◆ Assignment: Without the pictures, set down everything in the listing exactly.

◆ Data for review:
══════════════════════════════

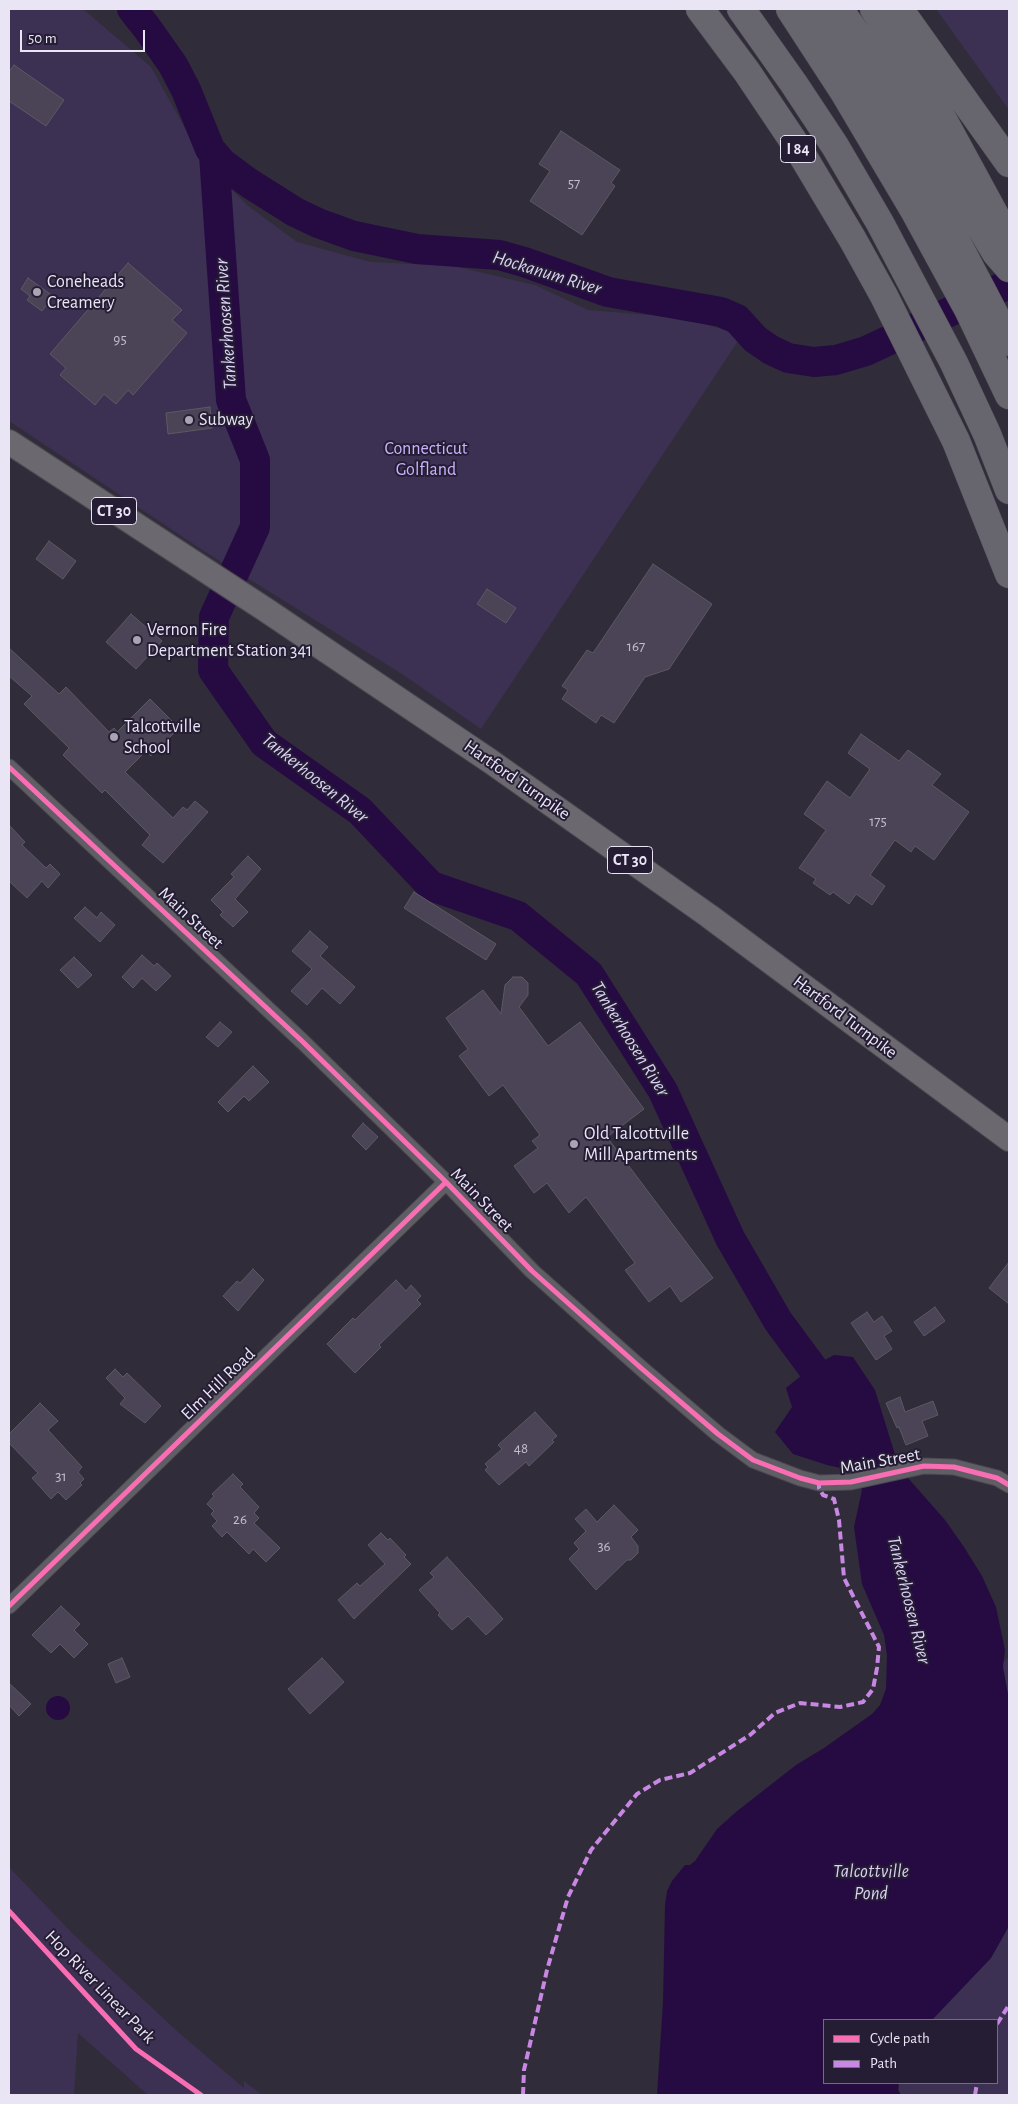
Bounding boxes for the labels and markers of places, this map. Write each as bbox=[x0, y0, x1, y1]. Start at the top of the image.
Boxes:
place label: Coneheads Creamery bbox=[47, 271, 124, 314]
marker: Coneheads Creamery bbox=[31, 286, 43, 298]
place label: Subway bbox=[199, 409, 253, 431]
marker: Subway bbox=[183, 414, 195, 426]
place label: Vernon Fire Department Station 341 bbox=[147, 619, 312, 662]
marker: Vernon Fire Department Station 341 bbox=[131, 634, 143, 646]
place label: Talcottville School bbox=[124, 716, 201, 759]
marker: Talcottville School bbox=[108, 731, 120, 743]
place label: Old Talcottville Mill Apartments bbox=[584, 1123, 698, 1166]
marker: Old Talcottville Mill Apartments bbox=[568, 1138, 580, 1150]

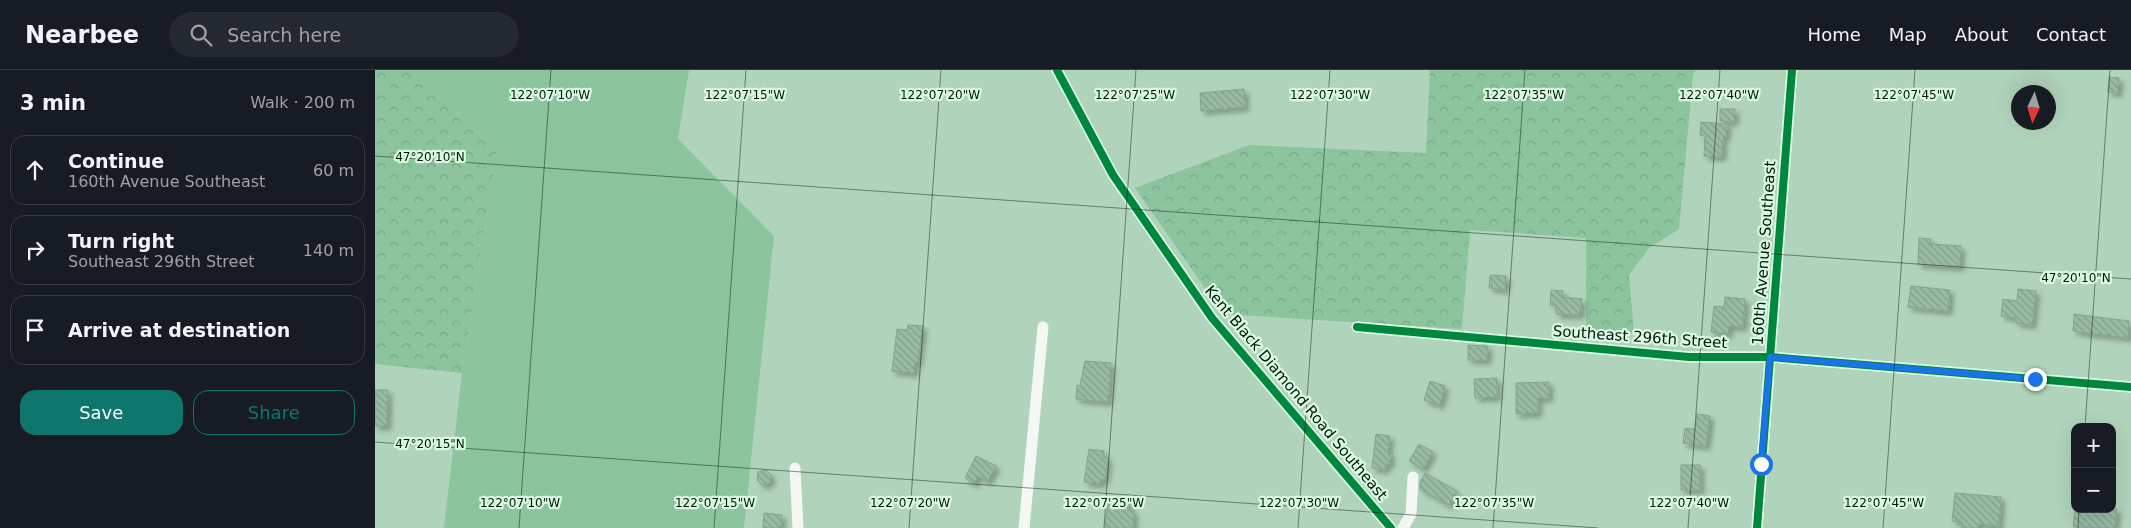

══════════════════════════════

◆ Answer area:
Bounding boxes for the labels and markers of places, this map. Write each as bbox=[x0, y0, x1, y1]. Start at the top of the image.
Boxes:
place label: Coneheads Creamery bbox=[47, 271, 124, 314]
marker: Coneheads Creamery bbox=[31, 286, 43, 298]
place label: Subway bbox=[199, 409, 253, 431]
marker: Subway bbox=[183, 414, 195, 426]
place label: Vernon Fire Department Station 341 bbox=[147, 619, 312, 662]
marker: Vernon Fire Department Station 341 bbox=[131, 634, 143, 646]
place label: Talcottville School bbox=[124, 716, 201, 759]
marker: Talcottville School bbox=[108, 731, 120, 743]
place label: Old Talcottville Mill Apartments bbox=[584, 1123, 698, 1166]
marker: Old Talcottville Mill Apartments bbox=[568, 1138, 580, 1150]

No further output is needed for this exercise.